(Data extracts begins)

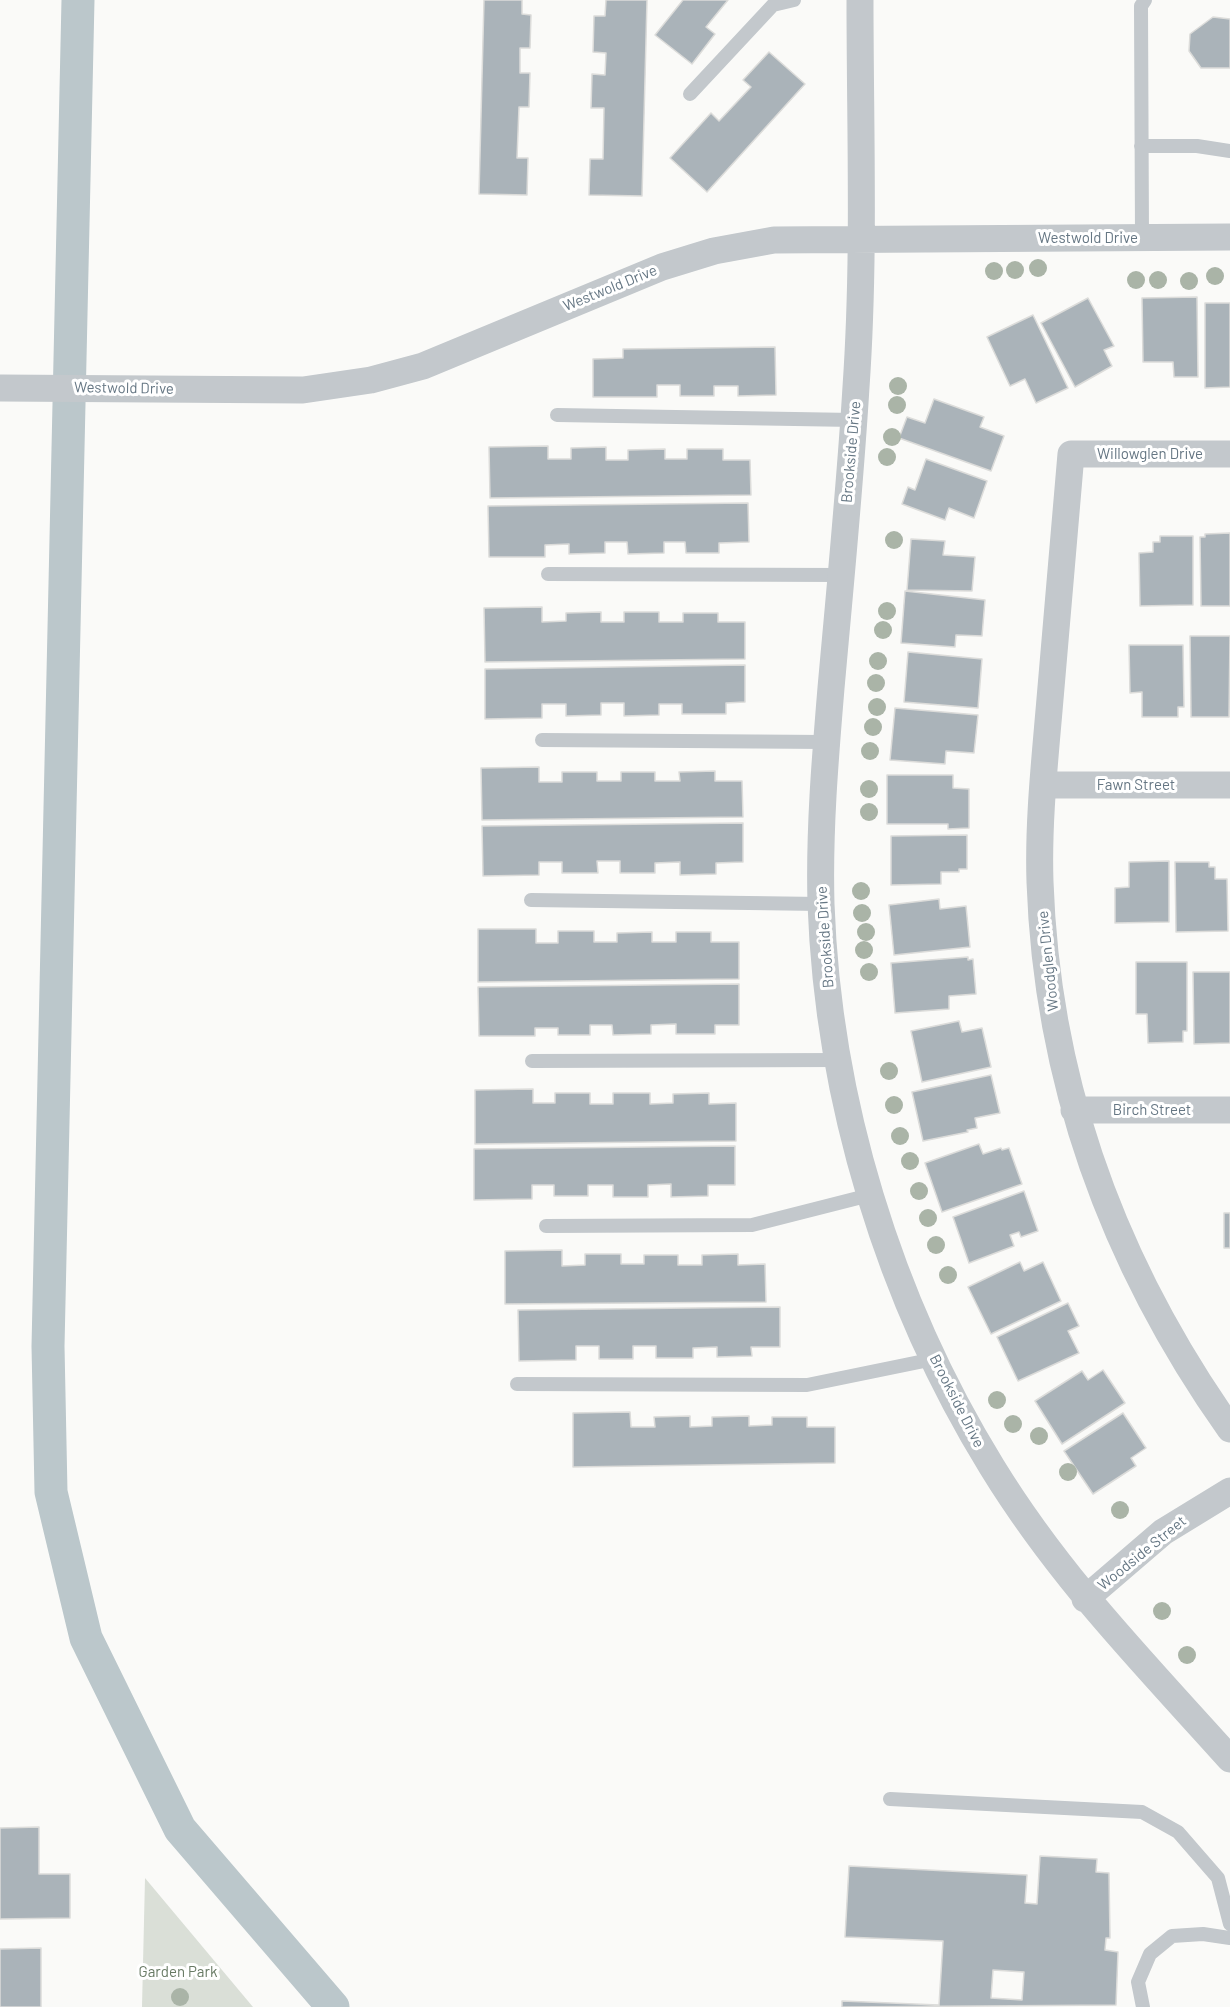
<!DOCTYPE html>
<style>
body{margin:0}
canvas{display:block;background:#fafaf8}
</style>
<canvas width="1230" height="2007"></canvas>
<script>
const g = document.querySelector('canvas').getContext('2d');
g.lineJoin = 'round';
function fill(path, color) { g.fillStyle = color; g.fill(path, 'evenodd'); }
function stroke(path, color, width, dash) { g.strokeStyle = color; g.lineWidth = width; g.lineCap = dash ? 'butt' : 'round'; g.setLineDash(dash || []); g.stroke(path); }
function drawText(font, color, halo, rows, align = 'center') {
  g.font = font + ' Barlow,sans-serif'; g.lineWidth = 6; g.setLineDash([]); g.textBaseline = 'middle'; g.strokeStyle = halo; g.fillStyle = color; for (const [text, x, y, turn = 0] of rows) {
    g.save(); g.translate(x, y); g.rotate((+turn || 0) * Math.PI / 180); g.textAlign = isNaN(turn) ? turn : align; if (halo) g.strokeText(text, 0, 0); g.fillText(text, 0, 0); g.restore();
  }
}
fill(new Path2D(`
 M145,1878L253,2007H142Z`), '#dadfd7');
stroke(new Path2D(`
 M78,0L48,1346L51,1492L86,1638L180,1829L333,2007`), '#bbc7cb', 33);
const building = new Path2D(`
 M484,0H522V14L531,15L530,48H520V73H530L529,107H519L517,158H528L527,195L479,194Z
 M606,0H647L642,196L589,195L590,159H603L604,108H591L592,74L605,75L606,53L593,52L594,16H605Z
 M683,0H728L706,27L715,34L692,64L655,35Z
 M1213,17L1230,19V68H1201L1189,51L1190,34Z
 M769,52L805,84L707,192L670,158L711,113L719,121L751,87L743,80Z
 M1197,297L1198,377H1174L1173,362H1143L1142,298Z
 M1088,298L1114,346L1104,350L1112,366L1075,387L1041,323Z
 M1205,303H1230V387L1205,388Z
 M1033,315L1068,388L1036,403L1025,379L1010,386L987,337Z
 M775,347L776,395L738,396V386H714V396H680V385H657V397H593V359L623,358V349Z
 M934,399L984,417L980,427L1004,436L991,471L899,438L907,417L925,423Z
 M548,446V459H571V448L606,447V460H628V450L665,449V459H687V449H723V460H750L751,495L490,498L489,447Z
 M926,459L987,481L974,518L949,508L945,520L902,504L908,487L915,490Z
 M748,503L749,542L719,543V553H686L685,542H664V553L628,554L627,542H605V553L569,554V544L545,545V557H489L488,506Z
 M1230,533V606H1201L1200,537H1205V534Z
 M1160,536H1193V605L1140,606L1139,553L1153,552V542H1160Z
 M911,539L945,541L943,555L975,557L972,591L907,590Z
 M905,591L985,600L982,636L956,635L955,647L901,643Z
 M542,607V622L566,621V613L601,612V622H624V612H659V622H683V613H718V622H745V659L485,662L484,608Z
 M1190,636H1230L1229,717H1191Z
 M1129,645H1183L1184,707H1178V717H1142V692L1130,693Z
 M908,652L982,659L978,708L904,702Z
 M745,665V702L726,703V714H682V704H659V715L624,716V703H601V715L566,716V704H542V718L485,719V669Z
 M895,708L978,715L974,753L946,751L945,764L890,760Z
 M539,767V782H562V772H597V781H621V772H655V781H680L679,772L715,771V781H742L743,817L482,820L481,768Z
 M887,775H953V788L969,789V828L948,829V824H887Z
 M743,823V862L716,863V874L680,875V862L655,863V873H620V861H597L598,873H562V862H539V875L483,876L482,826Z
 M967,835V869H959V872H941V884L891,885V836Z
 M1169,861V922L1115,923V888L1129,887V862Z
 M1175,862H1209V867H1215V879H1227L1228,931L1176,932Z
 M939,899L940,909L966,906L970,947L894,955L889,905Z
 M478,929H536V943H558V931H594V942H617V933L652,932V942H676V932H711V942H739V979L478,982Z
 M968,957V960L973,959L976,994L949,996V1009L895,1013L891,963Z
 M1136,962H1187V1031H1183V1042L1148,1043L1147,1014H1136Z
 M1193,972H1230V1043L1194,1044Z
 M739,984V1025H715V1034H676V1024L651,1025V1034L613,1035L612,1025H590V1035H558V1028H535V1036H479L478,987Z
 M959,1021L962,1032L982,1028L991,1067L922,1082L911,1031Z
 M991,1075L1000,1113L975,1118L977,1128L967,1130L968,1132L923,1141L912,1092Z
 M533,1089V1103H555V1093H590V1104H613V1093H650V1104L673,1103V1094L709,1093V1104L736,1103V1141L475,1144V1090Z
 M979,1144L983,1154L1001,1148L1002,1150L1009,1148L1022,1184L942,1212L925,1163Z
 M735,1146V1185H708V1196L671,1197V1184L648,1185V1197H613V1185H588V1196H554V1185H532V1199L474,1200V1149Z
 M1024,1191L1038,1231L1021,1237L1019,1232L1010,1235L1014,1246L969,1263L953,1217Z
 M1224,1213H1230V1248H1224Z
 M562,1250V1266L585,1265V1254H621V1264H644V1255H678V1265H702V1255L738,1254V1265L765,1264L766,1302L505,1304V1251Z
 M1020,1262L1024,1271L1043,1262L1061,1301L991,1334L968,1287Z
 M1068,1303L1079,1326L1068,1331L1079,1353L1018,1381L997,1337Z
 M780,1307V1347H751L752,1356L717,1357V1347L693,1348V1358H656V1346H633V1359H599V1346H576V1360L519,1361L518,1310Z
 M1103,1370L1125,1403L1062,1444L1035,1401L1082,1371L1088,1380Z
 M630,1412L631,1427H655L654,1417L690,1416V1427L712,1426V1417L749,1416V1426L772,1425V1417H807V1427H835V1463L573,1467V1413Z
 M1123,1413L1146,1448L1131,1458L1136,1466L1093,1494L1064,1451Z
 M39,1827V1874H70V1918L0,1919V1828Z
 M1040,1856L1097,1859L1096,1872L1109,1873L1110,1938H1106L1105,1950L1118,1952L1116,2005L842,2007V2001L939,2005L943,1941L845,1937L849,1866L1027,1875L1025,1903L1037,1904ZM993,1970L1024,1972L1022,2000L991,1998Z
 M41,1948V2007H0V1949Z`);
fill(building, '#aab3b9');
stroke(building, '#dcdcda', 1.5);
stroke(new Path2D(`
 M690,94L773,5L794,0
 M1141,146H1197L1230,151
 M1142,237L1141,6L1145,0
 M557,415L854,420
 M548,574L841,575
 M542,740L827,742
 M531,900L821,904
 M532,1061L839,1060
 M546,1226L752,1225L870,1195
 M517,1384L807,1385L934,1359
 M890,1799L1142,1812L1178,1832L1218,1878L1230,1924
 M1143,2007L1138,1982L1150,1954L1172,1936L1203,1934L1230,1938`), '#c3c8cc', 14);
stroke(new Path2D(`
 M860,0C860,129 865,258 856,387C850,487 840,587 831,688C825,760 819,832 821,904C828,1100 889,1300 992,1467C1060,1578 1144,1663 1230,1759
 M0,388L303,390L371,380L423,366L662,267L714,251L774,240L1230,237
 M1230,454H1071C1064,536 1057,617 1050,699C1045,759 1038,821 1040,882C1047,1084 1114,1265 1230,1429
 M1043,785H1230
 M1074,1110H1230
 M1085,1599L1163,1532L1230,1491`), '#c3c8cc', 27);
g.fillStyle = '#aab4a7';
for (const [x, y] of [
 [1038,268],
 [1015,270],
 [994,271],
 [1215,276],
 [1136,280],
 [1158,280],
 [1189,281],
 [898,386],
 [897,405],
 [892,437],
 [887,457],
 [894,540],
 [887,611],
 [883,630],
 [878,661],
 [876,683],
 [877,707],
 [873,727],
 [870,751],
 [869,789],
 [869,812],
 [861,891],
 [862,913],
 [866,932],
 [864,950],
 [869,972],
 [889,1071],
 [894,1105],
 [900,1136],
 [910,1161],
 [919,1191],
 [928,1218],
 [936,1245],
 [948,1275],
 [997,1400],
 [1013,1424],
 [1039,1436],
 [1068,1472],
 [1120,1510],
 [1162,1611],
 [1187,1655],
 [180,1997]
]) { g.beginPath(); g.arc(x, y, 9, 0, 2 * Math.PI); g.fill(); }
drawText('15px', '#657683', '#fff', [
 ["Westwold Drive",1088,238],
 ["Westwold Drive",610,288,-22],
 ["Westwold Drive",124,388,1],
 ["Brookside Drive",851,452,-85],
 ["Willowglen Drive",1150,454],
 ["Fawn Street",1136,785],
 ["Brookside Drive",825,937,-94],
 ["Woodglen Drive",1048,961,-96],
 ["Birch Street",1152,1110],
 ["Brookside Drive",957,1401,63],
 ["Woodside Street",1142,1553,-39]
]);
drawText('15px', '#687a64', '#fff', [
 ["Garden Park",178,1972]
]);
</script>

(Data extracts ends)
(Data extracts begins)

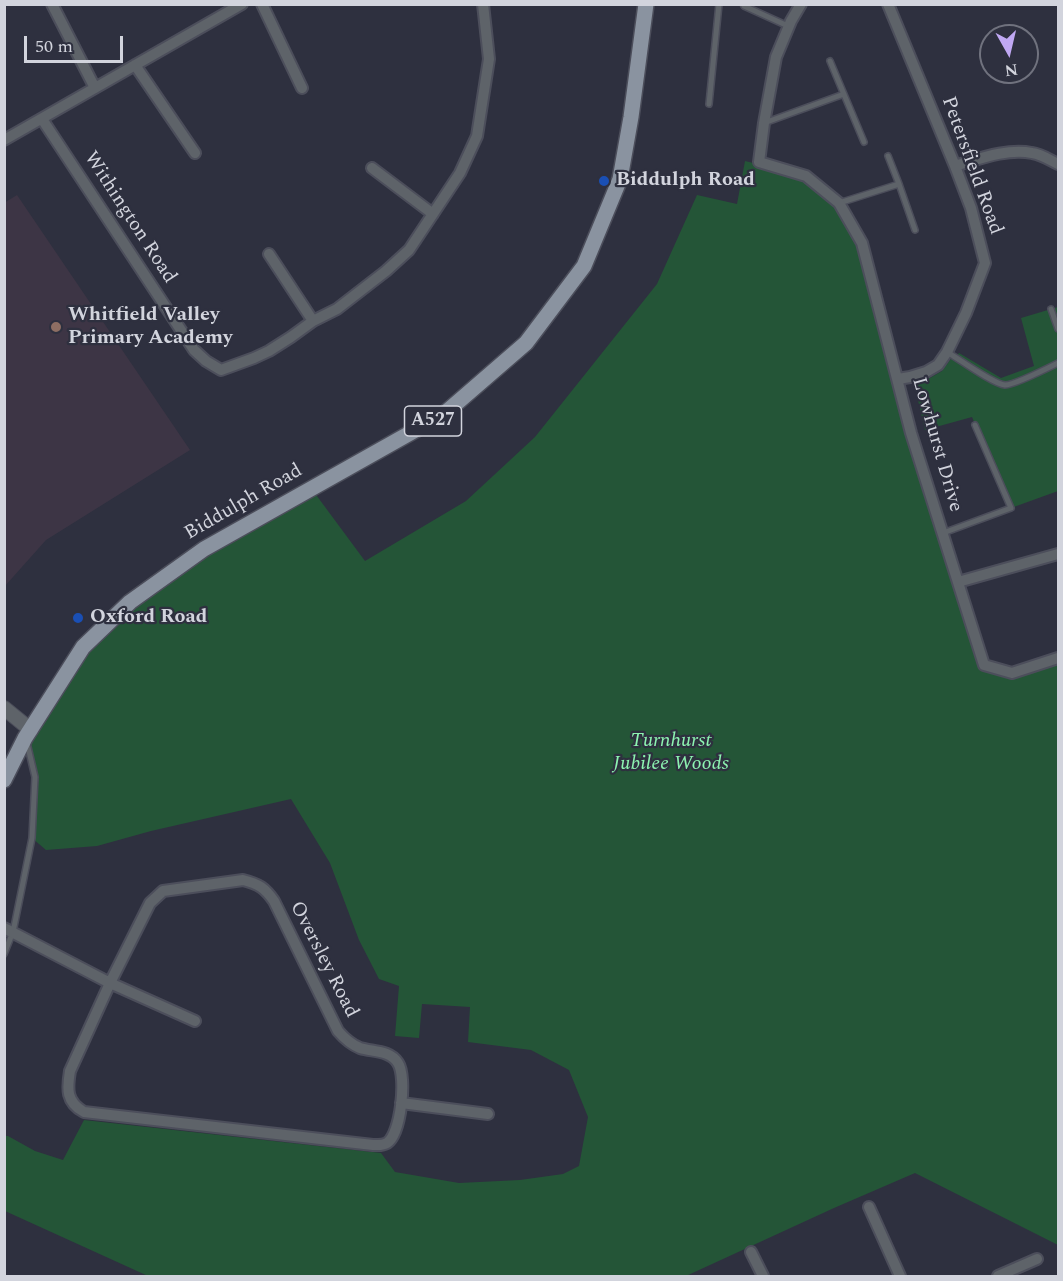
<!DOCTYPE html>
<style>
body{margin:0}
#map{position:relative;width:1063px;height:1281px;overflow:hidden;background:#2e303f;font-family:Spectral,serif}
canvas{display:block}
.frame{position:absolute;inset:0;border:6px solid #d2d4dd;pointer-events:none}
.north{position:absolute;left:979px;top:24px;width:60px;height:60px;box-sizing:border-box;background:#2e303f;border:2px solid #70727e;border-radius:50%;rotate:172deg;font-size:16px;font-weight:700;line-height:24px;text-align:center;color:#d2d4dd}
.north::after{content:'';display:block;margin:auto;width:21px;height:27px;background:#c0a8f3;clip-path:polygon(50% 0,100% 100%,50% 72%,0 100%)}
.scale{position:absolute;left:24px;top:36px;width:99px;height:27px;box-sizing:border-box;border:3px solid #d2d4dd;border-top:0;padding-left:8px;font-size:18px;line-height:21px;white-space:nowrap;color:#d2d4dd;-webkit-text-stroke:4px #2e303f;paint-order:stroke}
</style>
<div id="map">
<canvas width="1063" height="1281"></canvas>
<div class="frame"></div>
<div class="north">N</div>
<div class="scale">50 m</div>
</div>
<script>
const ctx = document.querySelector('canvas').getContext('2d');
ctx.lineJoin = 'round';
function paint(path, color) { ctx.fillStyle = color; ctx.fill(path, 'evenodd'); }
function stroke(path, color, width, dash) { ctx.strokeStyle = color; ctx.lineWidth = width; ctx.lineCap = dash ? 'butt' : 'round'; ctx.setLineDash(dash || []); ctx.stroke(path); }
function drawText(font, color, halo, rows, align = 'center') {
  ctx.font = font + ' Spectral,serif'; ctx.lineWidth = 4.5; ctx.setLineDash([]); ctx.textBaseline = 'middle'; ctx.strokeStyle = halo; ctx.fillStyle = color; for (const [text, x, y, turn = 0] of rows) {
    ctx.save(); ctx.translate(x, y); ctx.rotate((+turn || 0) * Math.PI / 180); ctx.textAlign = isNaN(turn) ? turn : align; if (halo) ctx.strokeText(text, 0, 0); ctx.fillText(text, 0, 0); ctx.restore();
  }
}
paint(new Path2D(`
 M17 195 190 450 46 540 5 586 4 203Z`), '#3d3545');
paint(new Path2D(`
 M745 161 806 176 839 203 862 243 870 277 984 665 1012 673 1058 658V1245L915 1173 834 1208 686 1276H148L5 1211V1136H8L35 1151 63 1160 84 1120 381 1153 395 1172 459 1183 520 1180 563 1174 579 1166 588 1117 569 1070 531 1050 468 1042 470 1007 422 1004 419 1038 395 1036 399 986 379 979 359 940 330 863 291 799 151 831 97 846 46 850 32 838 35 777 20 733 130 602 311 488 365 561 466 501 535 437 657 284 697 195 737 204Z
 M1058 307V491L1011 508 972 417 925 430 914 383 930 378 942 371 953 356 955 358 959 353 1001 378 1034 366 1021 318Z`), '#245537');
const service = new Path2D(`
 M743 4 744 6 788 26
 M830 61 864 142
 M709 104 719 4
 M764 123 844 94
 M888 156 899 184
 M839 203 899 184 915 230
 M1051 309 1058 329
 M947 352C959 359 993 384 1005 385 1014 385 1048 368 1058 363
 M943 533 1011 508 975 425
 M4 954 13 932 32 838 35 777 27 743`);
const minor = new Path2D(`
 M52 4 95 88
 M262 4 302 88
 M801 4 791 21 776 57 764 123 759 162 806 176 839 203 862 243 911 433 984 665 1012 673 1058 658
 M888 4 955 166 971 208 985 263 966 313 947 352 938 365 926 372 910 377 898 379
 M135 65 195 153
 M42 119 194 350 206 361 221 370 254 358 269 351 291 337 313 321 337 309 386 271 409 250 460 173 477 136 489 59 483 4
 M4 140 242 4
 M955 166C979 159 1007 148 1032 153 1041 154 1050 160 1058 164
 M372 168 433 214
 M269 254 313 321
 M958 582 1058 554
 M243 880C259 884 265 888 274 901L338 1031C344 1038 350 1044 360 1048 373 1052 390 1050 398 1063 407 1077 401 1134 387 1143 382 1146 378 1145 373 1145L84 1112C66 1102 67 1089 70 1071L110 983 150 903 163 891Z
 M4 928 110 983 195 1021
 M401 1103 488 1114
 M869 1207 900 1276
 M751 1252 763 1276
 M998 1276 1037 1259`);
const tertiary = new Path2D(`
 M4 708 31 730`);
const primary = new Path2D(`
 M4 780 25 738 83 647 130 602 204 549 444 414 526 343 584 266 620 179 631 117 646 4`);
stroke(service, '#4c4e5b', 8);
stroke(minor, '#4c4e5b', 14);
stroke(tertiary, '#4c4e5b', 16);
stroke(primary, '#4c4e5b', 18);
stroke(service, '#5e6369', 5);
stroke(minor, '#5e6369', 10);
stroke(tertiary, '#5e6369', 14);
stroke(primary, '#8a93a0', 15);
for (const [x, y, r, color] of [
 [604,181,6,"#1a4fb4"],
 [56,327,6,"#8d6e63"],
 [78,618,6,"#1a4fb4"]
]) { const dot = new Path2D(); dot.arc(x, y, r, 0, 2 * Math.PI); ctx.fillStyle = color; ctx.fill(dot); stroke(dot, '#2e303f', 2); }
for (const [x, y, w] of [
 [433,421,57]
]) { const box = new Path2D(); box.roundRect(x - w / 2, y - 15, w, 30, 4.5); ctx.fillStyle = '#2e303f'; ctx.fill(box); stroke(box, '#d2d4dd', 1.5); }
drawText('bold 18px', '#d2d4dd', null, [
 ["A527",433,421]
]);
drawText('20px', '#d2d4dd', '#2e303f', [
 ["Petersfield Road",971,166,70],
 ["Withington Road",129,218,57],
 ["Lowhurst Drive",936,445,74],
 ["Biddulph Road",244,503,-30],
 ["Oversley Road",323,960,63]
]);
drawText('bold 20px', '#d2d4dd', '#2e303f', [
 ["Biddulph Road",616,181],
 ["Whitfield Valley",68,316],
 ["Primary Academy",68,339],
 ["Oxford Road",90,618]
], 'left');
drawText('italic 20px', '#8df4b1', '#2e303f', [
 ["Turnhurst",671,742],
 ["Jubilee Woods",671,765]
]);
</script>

(Data extracts ends)

Please give again the lines above between the line holding "M39,1827V1874H70V1918L0,1919V1828Z" and the line holding "M890,1799L1142,1812L1178,1832L1218,1878L1230,1924", inclusive, exactly as they are and with nothing added.

 M39,1827V1874H70V1918L0,1919V1828Z
 M1040,1856L1097,1859L1096,1872L1109,1873L1110,1938H1106L1105,1950L1118,1952L1116,2005L842,2007V2001L939,2005L943,1941L845,1937L849,1866L1027,1875L1025,1903L1037,1904ZM993,1970L1024,1972L1022,2000L991,1998Z
 M41,1948V2007H0V1949Z`);
fill(building, '#aab3b9');
stroke(building, '#dcdcda', 1.5);
stroke(new Path2D(`
 M690,94L773,5L794,0
 M1141,146H1197L1230,151
 M1142,237L1141,6L1145,0
 M557,415L854,420
 M548,574L841,575
 M542,740L827,742
 M531,900L821,904
 M532,1061L839,1060
 M546,1226L752,1225L870,1195
 M517,1384L807,1385L934,1359
 M890,1799L1142,1812L1178,1832L1218,1878L1230,1924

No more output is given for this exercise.